Связь давно существовавших явлений с факторами, вступившими в силу в 1920 ‐ е и 1930 ‐ е годы, с этой точки зрения в значительной степени позволяет пролить свет на ранний распад Веймарской республики и, в рамках специального анализа, на стремительное распространение национал — социализма. Национал-социалистическая диктатура с ее катастрофическими последствиями сделала особый путь Германии исключительно уникальным, но вместе с тем породила предпосылки, способные постепенно, после Второй мировой войны, уничтожить этот путь в ФРГ. Несмотря на существование двух во многом противоположных немецких государств и вопреки бремени довоенного наследия, в том, что касается экономического строя, социальной жизни, конституции и культуры, ФРГ удалось стать более или менее нормальной западной страной, чье представление о себе не исходило больше из противопоставления «Западу» [Winkler 1979; Kocka 1980; 1994; Möller 1987].

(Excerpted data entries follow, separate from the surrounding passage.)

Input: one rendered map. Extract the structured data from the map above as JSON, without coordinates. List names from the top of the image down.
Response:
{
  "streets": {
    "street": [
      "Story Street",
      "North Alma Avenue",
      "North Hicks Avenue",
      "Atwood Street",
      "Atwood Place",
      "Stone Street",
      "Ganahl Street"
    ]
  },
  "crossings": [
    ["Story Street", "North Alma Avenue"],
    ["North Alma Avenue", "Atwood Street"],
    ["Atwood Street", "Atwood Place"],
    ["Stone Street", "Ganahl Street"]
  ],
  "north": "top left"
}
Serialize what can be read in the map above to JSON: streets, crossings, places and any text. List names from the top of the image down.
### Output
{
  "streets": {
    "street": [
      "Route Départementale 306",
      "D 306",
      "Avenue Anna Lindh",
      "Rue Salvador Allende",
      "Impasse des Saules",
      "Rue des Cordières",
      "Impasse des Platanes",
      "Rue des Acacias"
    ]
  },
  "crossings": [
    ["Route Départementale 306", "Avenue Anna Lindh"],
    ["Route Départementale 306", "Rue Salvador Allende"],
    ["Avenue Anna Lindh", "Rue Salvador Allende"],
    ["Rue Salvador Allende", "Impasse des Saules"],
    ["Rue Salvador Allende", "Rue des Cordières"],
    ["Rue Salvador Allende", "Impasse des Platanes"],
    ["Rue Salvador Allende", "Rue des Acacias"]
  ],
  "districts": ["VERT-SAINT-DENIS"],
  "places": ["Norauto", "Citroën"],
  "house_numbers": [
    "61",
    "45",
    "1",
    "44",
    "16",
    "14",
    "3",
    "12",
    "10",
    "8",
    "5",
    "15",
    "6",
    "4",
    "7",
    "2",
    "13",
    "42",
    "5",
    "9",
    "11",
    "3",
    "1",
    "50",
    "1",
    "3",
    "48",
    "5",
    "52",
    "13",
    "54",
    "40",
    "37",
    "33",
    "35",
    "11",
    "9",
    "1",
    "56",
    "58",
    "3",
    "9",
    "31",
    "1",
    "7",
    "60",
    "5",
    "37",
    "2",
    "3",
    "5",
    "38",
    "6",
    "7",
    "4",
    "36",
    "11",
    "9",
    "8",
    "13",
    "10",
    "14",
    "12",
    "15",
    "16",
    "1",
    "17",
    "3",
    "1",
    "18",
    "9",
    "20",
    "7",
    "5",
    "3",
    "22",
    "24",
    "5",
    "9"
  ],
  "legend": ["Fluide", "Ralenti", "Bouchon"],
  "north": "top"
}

Пожалуй, этого достаточно для обобщенного представления критической теории особого пути под девизом «от Лютера до Гитлера». Как малоинтересный предмет для обсуждения без внимания остается ряд радикальных высказываний, в особенности относящихся к периоду, непосредственно следующему за окончанием Второй мировой войны. Следует еще раз повторить суть: в рамках теории особого пути были определены действовавшие длительное время структуры и процессы немецкой модерной истории, которые способствовали краху Веймарской республики и победе национал-социализма в течение кризиса межвоенного времени и под влиянием многих факторов — от последствий поражения в войне и классовых конфликтов 1920 ‐ х годов до своеобразия личности Гитлера. При этом крах Веймарской республики и победа национал — социализма не понимались как неизбежные последствия тех самых долгое время существовавших структур и процессов. В перспективе теории особого пути были рассмотрены и проанализированы важные процессы немецкой истории Нового времени — с точки зрения их связи с «катастрофой Германии» 1930–1940 ‐ х годов. При этом не предполагалось, что немецкую модерную историю можно в цел ом описать лишь в ее связи с «1933 годом»; кроме того, не оспаривалась и легитимность других интерпретаций. Многие авторы, каждый по-своему и часто без упоминания словосочетания «особый путь», внесли вклад в развитие этой теории или образа мыслей. На английском языке это чаще (и, в сущности, более точно) формулировалось следующим образом: «German divergence from the West». Фактически формула «особый путь» использовалась скорее многочисленными критиками этой теории, нежели ее защитниками.